## Input records
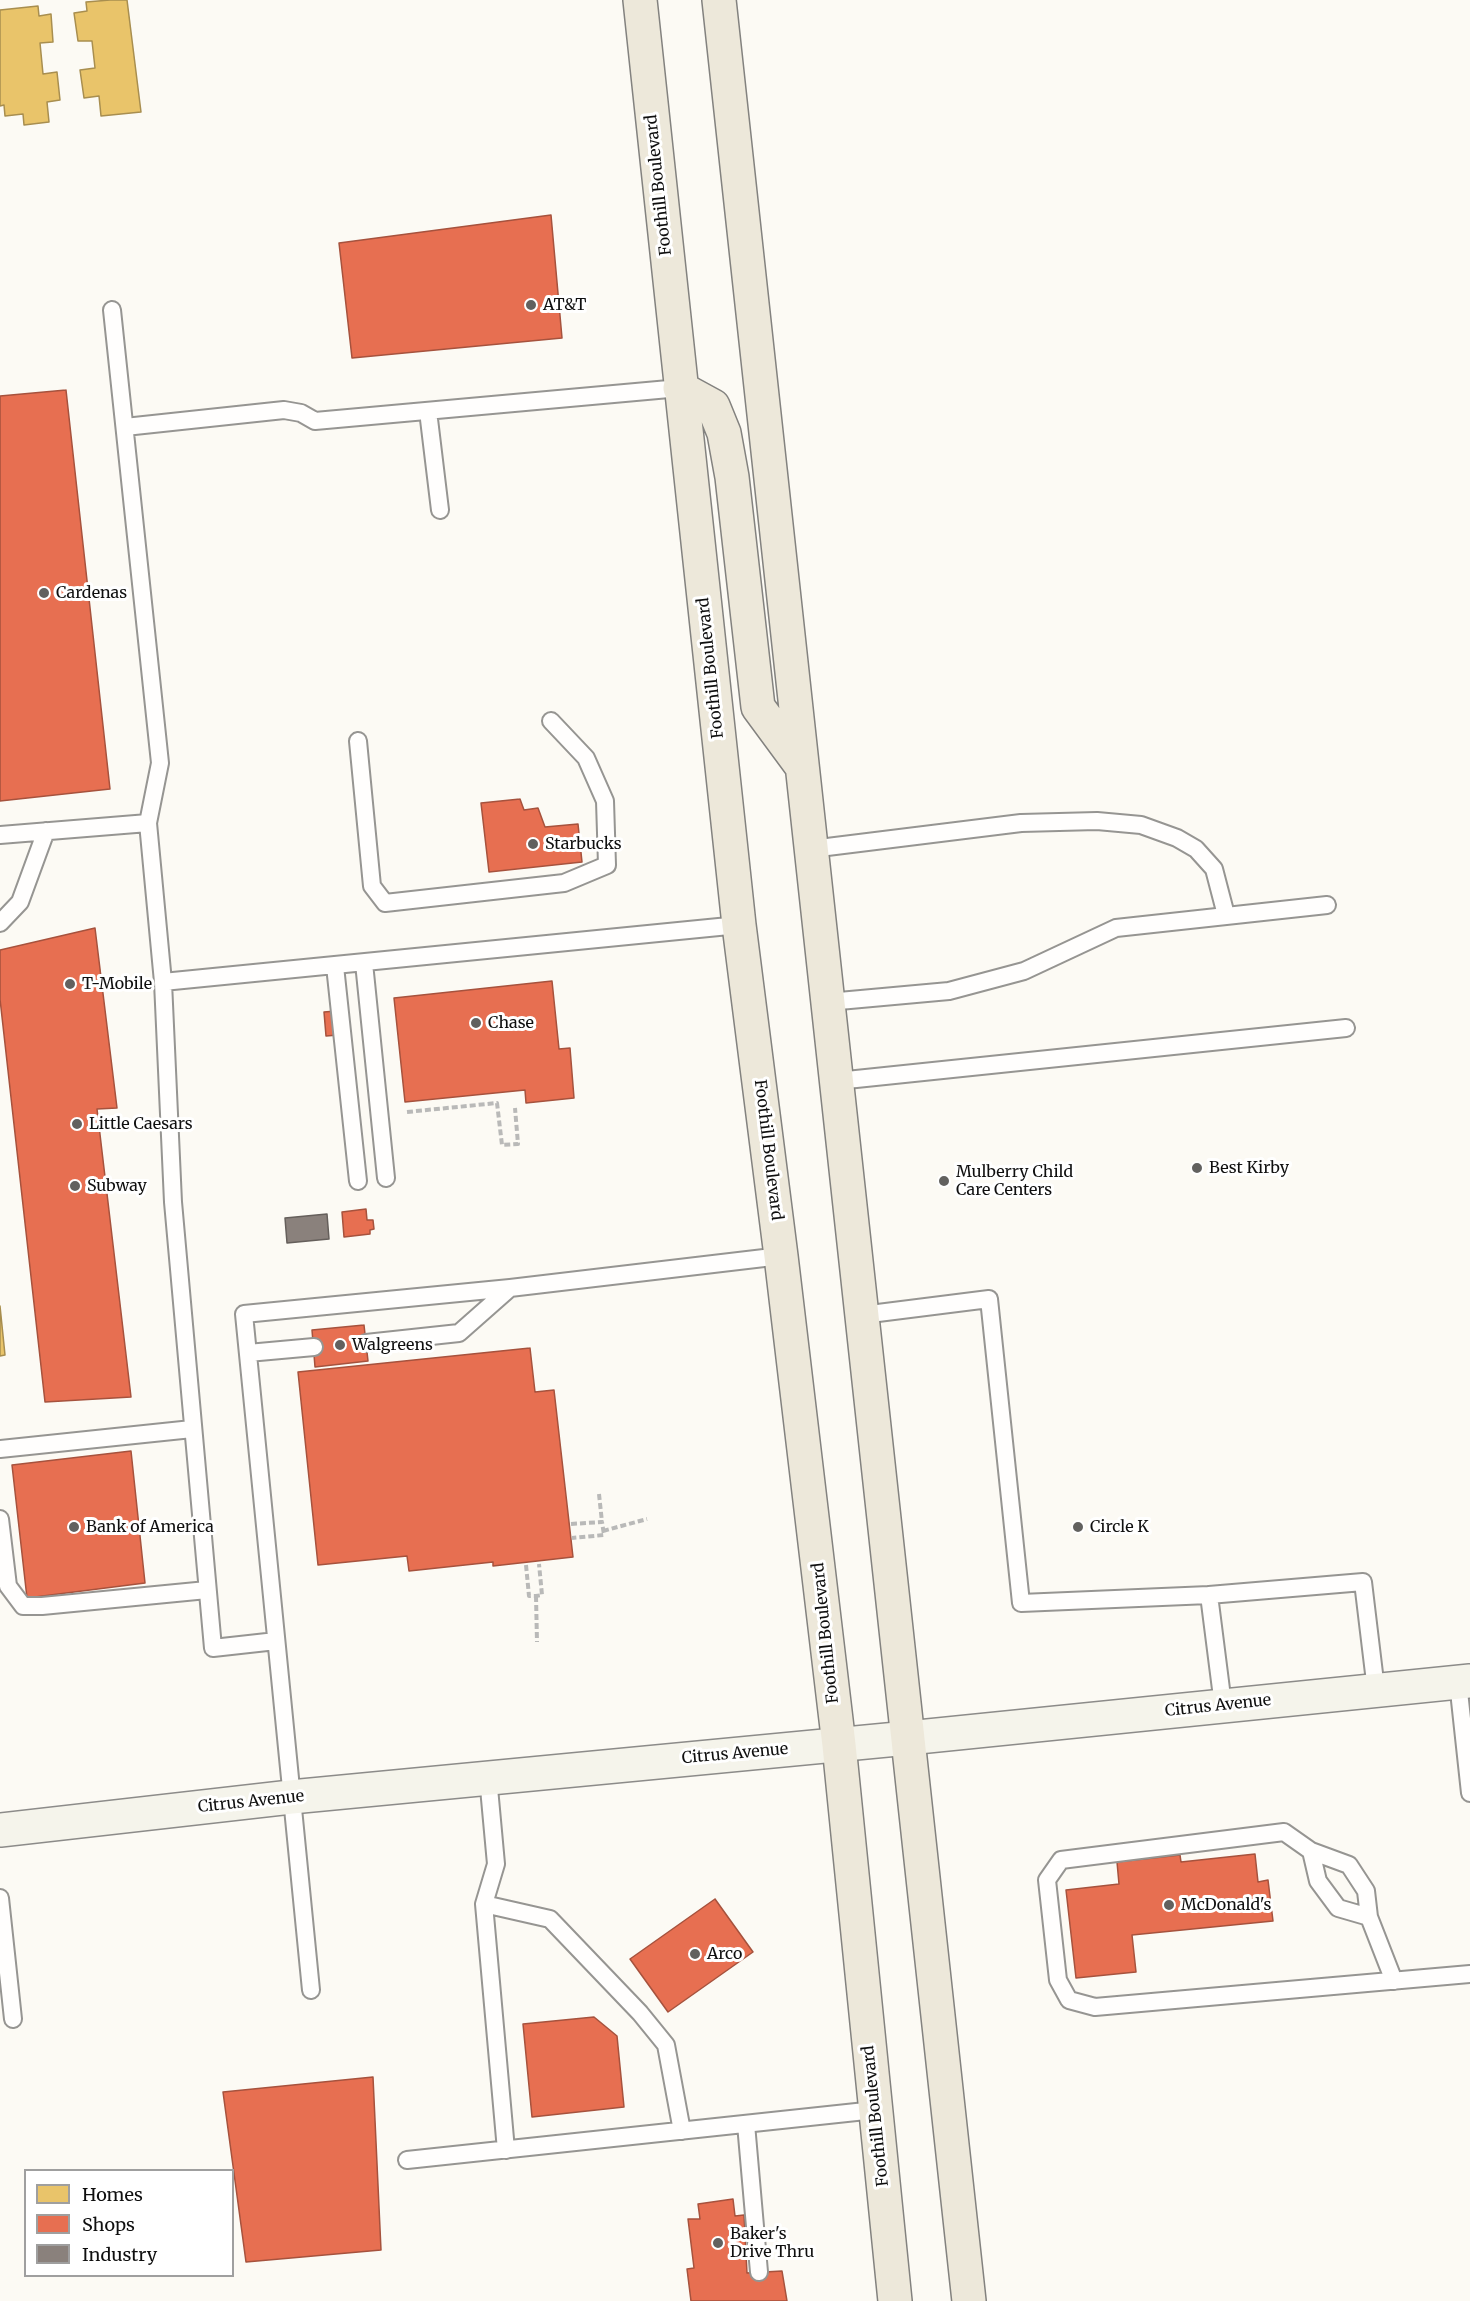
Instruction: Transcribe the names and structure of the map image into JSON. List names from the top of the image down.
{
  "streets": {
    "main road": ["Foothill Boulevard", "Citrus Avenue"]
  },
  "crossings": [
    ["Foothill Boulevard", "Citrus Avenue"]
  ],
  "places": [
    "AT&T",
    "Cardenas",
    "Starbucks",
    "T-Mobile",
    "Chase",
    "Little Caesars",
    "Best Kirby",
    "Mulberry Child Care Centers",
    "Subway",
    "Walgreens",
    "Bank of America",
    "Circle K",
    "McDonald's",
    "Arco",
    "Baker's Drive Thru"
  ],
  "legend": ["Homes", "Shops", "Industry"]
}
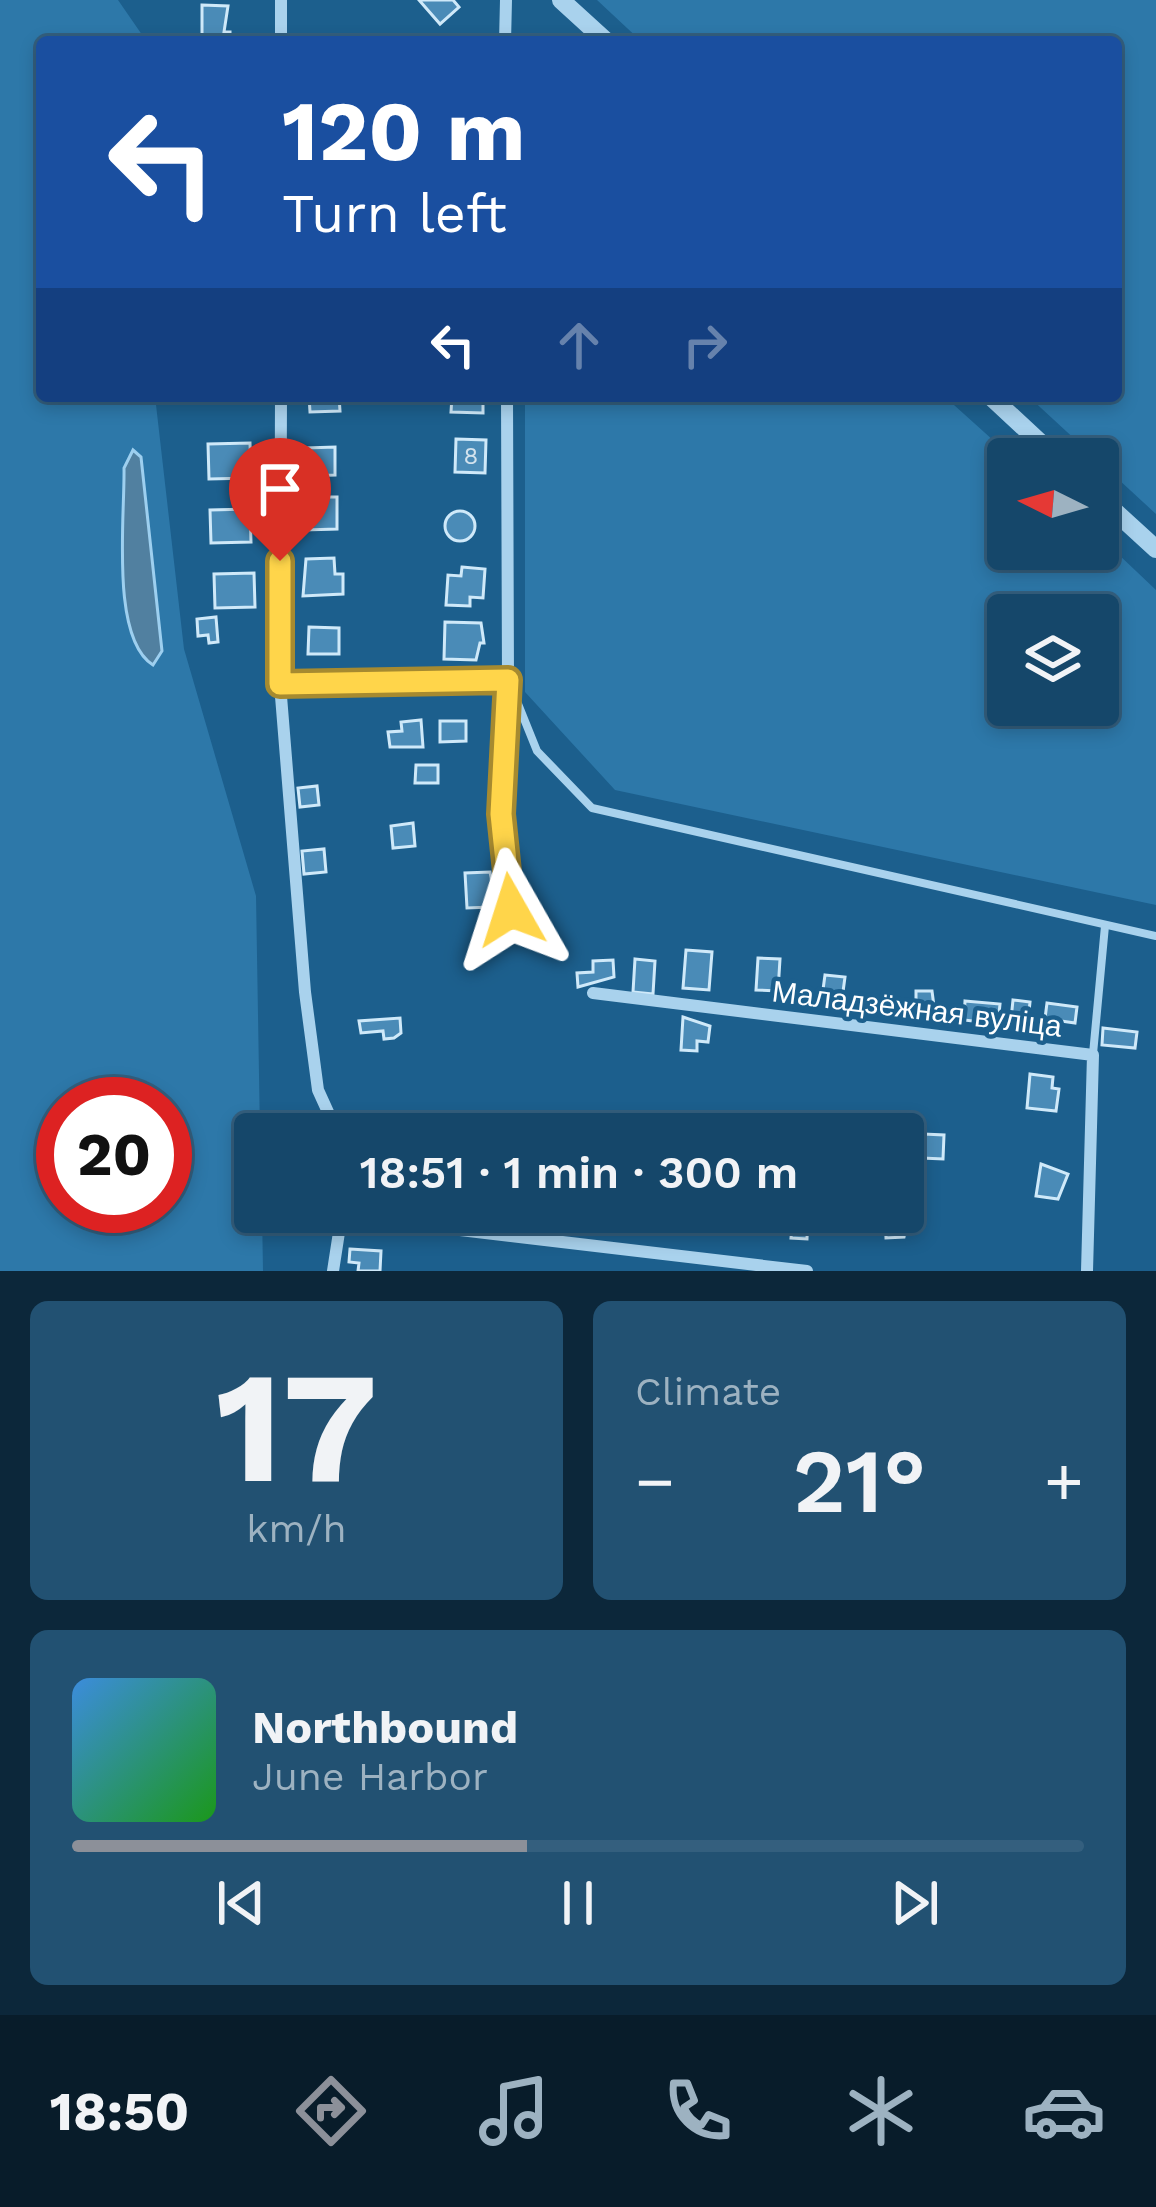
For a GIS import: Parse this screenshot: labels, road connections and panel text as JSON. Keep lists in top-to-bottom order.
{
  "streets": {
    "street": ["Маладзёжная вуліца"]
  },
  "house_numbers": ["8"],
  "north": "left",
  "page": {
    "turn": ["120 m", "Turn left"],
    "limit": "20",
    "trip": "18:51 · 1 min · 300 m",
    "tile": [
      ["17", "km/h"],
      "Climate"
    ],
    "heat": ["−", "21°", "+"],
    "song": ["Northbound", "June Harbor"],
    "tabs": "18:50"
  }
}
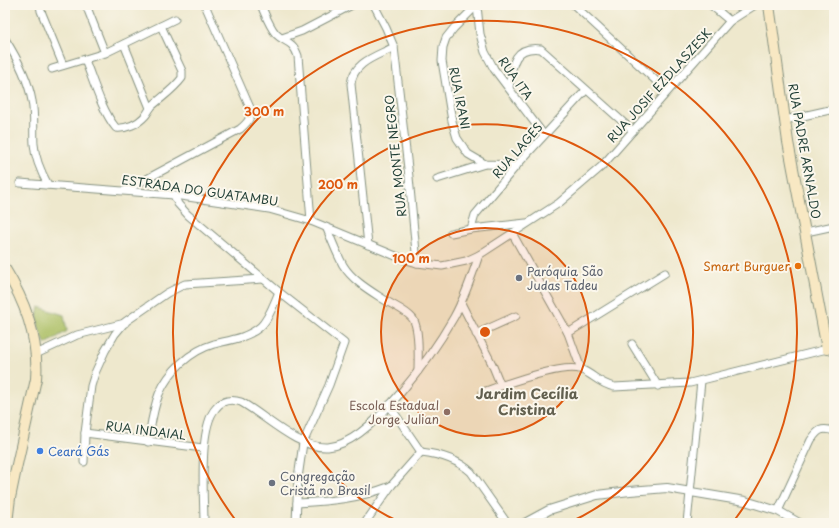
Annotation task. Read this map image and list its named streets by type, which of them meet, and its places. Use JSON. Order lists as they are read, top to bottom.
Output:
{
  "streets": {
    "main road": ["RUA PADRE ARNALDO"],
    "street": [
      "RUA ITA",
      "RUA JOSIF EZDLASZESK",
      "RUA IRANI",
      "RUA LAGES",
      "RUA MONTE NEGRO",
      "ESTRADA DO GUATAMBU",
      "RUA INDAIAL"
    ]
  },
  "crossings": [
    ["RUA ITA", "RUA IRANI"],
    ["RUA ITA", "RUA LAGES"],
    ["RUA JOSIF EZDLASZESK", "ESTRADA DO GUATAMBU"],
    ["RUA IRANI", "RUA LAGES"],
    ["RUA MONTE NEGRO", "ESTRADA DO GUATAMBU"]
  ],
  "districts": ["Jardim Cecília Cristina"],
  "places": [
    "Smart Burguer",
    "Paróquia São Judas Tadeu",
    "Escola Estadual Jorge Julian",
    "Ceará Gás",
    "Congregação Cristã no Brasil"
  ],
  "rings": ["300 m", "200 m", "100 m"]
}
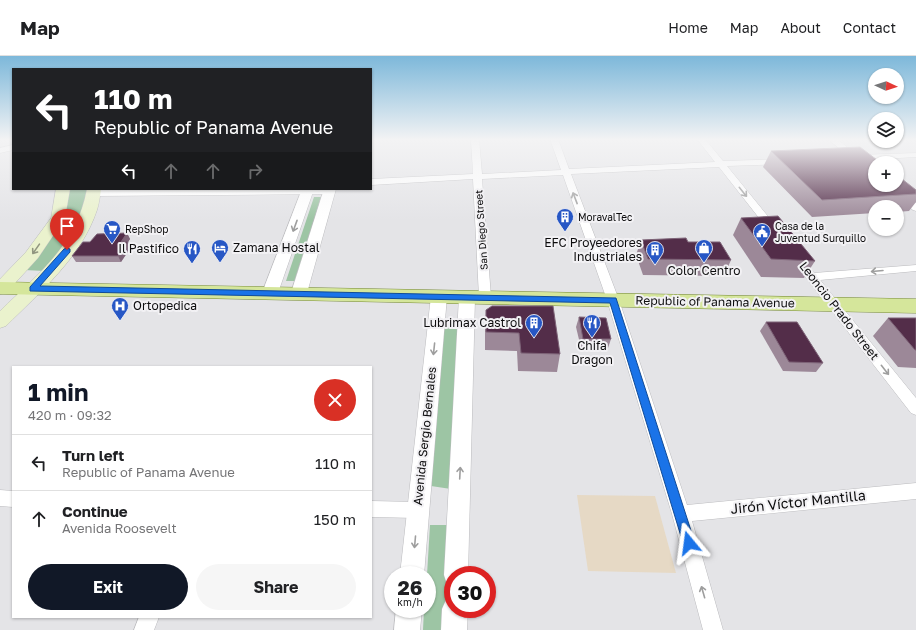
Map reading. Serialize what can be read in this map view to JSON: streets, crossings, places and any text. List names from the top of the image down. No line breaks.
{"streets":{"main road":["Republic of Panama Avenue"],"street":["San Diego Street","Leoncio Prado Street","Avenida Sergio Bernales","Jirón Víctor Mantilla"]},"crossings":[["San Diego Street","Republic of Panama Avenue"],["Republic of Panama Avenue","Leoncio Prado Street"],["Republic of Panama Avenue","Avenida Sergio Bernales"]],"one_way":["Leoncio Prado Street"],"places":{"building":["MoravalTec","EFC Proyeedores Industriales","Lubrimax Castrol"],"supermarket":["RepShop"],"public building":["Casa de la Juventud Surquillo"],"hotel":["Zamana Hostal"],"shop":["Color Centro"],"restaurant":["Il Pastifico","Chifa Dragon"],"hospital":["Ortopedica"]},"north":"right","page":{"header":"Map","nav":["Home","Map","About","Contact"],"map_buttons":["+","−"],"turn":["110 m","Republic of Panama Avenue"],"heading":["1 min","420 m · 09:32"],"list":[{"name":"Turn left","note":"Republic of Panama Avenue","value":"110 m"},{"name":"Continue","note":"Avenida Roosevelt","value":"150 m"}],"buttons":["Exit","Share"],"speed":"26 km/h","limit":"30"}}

## Try it
Should a picture appear among the entries above, omit it and repeat everything else exactly.

## Exercise answer
Instruction: Transcribe the names and structure of the map image into JSON. List names from the top of the image down.
{
  "streets": {
    "main road": ["Foothill Boulevard", "Citrus Avenue"]
  },
  "crossings": [
    ["Foothill Boulevard", "Citrus Avenue"]
  ],
  "places": [
    "AT&T",
    "Cardenas",
    "Starbucks",
    "T-Mobile",
    "Chase",
    "Little Caesars",
    "Best Kirby",
    "Mulberry Child Care Centers",
    "Subway",
    "Walgreens",
    "Bank of America",
    "Circle K",
    "McDonald's",
    "Arco",
    "Baker's Drive Thru"
  ],
  "legend": ["Homes", "Shops", "Industry"]
}
For a GIS import: Parse this screenshot: labels, road connections and panel text as JSON. Keep lists in top-to-bottom order.
{
  "streets": {
    "street": ["Маладзёжная вуліца"]
  },
  "house_numbers": ["8"],
  "north": "left",
  "page": {
    "turn": ["120 m", "Turn left"],
    "limit": "20",
    "trip": "18:51 · 1 min · 300 m",
    "tile": [
      ["17", "km/h"],
      "Climate"
    ],
    "heat": ["−", "21°", "+"],
    "song": ["Northbound", "June Harbor"],
    "tabs": "18:50"
  }
}
Annotation task. Read this map image and list its named streets by type, which of them meet, and its places. Use JSON. Order lists as they are read, top to bottom.
Output:
{
  "streets": {
    "main road": ["RUA PADRE ARNALDO"],
    "street": [
      "RUA ITA",
      "RUA JOSIF EZDLASZESK",
      "RUA IRANI",
      "RUA LAGES",
      "RUA MONTE NEGRO",
      "ESTRADA DO GUATAMBU",
      "RUA INDAIAL"
    ]
  },
  "crossings": [
    ["RUA ITA", "RUA IRANI"],
    ["RUA ITA", "RUA LAGES"],
    ["RUA JOSIF EZDLASZESK", "ESTRADA DO GUATAMBU"],
    ["RUA IRANI", "RUA LAGES"],
    ["RUA MONTE NEGRO", "ESTRADA DO GUATAMBU"]
  ],
  "districts": ["Jardim Cecília Cristina"],
  "places": [
    "Smart Burguer",
    "Paróquia São Judas Tadeu",
    "Escola Estadual Jorge Julian",
    "Ceará Gás",
    "Congregação Cristã no Brasil"
  ],
  "rings": ["300 m", "200 m", "100 m"]
}
Map reading. Serialize what can be read in this map view to JSON: streets, crossings, places and any text. List names from the top of the image down. No line breaks.
{"streets":{"main road":["Republic of Panama Avenue"],"street":["San Diego Street","Leoncio Prado Street","Avenida Sergio Bernales","Jirón Víctor Mantilla"]},"crossings":[["San Diego Street","Republic of Panama Avenue"],["Republic of Panama Avenue","Leoncio Prado Street"],["Republic of Panama Avenue","Avenida Sergio Bernales"]],"one_way":["Leoncio Prado Street"],"places":{"building":["MoravalTec","EFC Proyeedores Industriales","Lubrimax Castrol"],"supermarket":["RepShop"],"public building":["Casa de la Juventud Surquillo"],"hotel":["Zamana Hostal"],"shop":["Color Centro"],"restaurant":["Il Pastifico","Chifa Dragon"],"hospital":["Ortopedica"]},"north":"right","page":{"header":"Map","nav":["Home","Map","About","Contact"],"map_buttons":["+","−"],"turn":["110 m","Republic of Panama Avenue"],"heading":["1 min","420 m · 09:32"],"list":[{"name":"Turn left","note":"Republic of Panama Avenue","value":"110 m"},{"name":"Continue","note":"Avenida Roosevelt","value":"150 m"}],"buttons":["Exit","Share"],"speed":"26 km/h","limit":"30"}}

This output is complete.